With its recent announcement to support ActiveSync on the iPhone, Apple is clearly going after the enterprise user.
The problem, as Colin puts it, is that the decisions that consumers make decisions on a radically different set of criteria than organizations. Lack of Exchange support was surely holding back enterprise adoption, so that move was both obvious and inevitable. The fact that they are also supporting remote wipe is a bigger deal than most might realize too - security is a major concern for large enterprises, and for a long time Blackberry was the de facto device in large part because of this. (Windows Mobiles devices weren't allowed at my last job until the Remote Wipe feature was enabled).
Fundamentally, I think we're moving to a model where enterprises are going to demand a certain baseline for devices to play in their garden. Features like over-the-air Exchange connectivity, remote wipe, and support for .NET, Java, and Flash are quickly becoming non-negotiable. It also makes sense given the sentiment I've seen in enterprises towards a "bring your own device" mentality. This approach makes sense for both the employees and the company - employees already don't want to carry multiple devices and can choose the ones they like, and the enterprises are spared a major expense by not having to purchase and maintain their own devices.
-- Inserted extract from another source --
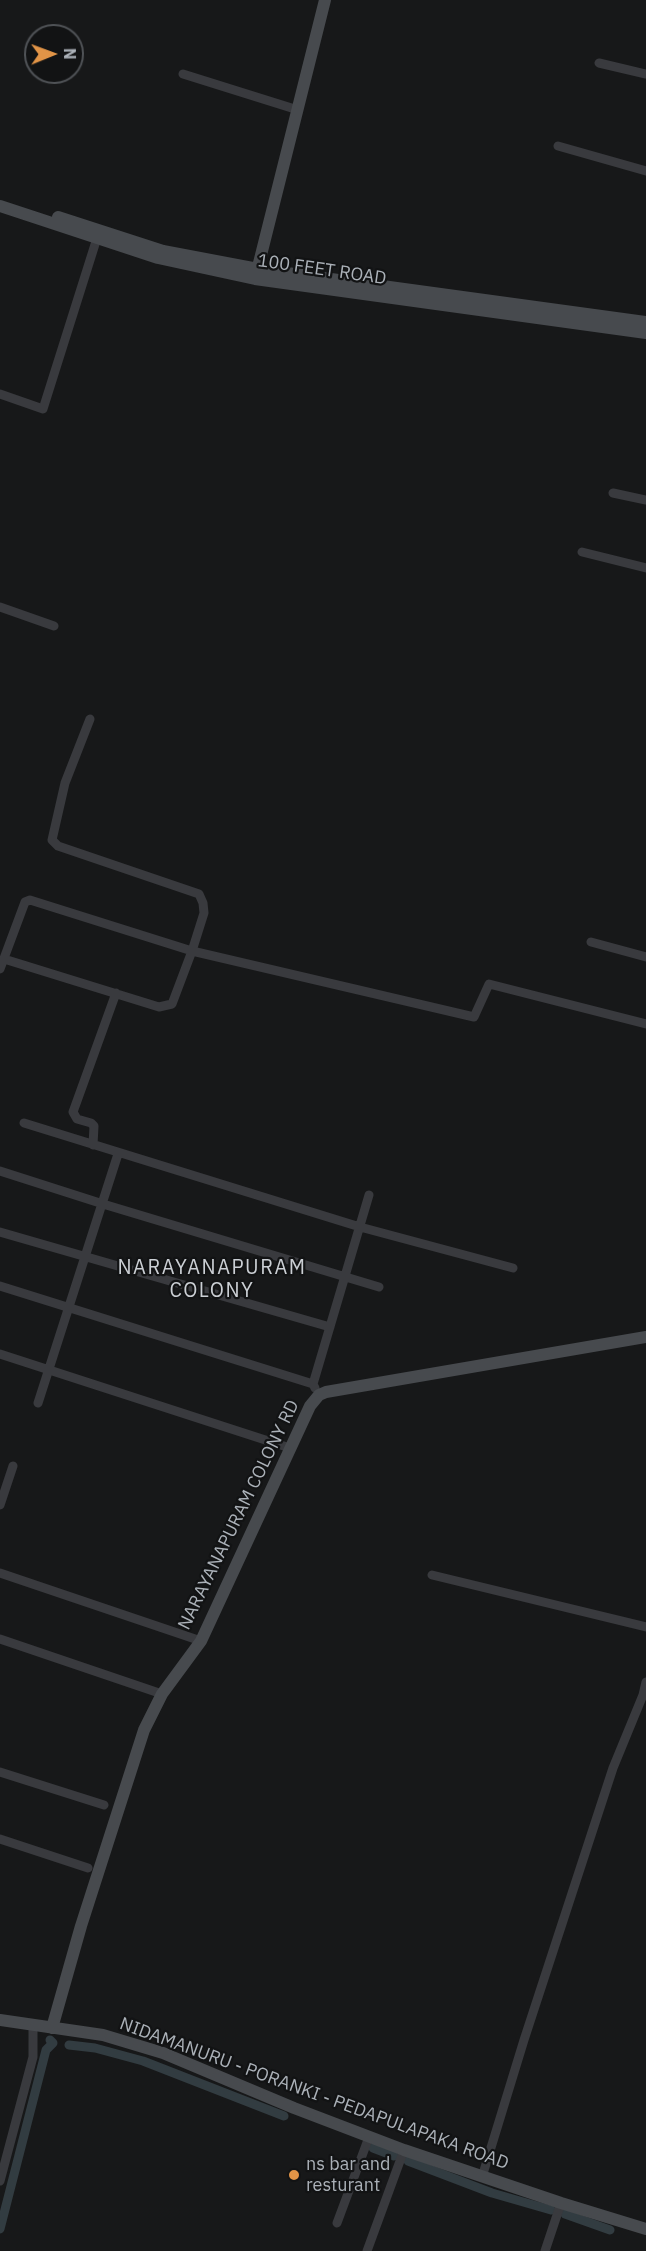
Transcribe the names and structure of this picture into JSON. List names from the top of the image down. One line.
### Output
{"streets":{"street":["100 FEET ROAD","NARAYANAPURAM COLONY RD","NIDAMANURU - PORANKI - PEDAPULAPAKA ROAD"]},"crossings":[["NARAYANAPURAM COLONY RD","NIDAMANURU - PORANKI - PEDAPULAPAKA ROAD"]],"districts":["NARAYANAPURAM COLONY"],"places":["ns bar and resturant"],"north":"right"}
But, to be a supported, a device needs to bring this baseline demanded by the enterprises. This is why it doesn't surprise me that Microsoft is licensing Flash Lite for Windows Mobile as well as developing Silverlight for these devices.
To understand why I think this is a big deal, it's important to understand the dynamics of enterprise development. For all the bad things about internal development, the one real bright spot is that you're typically working in a closed, controlled environment and thus your innovation is not bound by a "lowest common denominator" approach. Flash is nearly universally available on the desktop, so it makes a lot of sense for Internet developers to choose that over Silverlight - but those numbers are wholly irrelevant to the enterprise developer. This is precisely the reason we were able to do AJAX back in 1999, even if it wasn't ready for an Internet deployment.
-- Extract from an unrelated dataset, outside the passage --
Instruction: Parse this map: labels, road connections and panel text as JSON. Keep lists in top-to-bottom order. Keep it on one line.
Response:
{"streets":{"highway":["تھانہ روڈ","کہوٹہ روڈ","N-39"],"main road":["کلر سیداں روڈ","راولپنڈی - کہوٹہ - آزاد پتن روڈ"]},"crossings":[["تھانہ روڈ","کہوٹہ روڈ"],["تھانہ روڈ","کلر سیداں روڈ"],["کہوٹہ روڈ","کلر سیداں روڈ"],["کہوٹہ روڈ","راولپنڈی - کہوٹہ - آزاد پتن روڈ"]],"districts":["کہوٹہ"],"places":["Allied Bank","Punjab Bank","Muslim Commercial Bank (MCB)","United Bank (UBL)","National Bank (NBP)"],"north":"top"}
It shouldn't be surprising then that most enterprises don't actually do a lot of internal Flash development. The vast majority of enterprises are Windows-based so they don't do much COCOA development either. Especially in the financial world, there is much more .NET development being done than work in either of the aforementioned platforms. And while Silverlight is often positioned as "just a Flash competitor", it is important to remember that it also brings a full, extremely lightweight .NET runtime.
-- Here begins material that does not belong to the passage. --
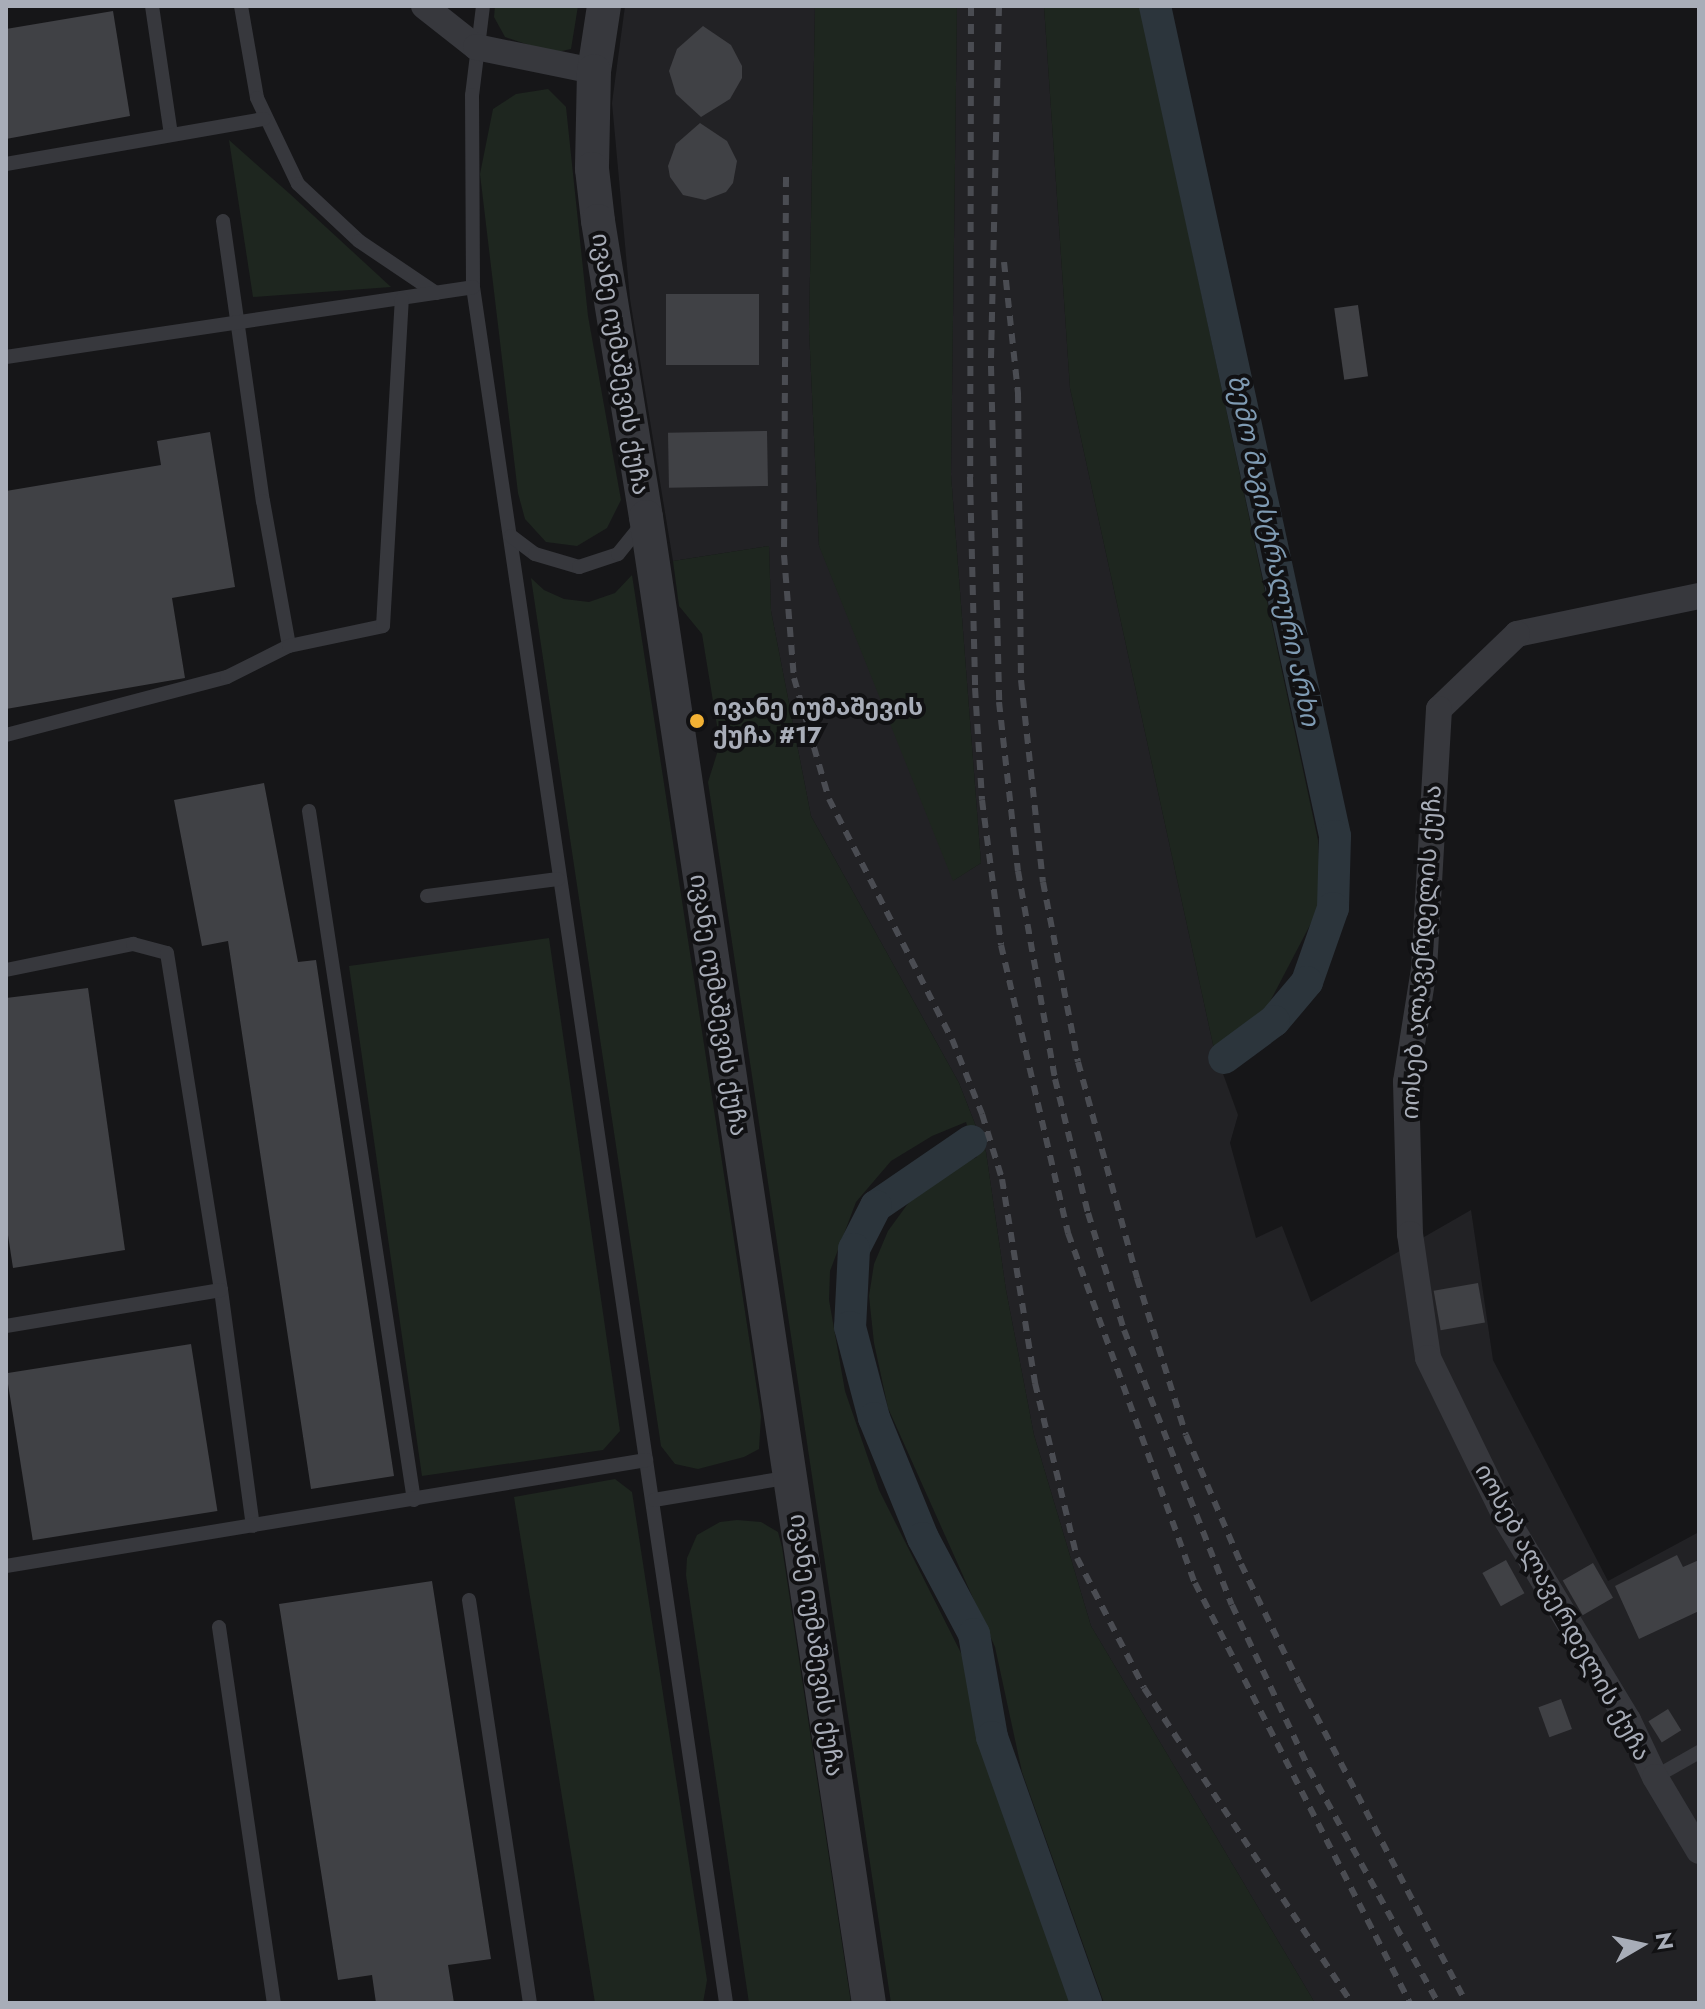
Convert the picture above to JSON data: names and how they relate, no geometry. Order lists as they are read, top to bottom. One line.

Apple also intends on controlling distribution of applications through the iTunes Store, something most enterprises are not going to be cool with. They could allow enteprises to run their own application server, but that would leak in, oh, about thirty seconds. Of course, it doesn't matter nearly as much if you're consuming a Silverlight or Flash application.
While the ActiveSync announcement was clearly a big first step in transforming the iPhone from a consumer product into an enterprise mainstay, I think the availability of Silverlight would be an equally important step.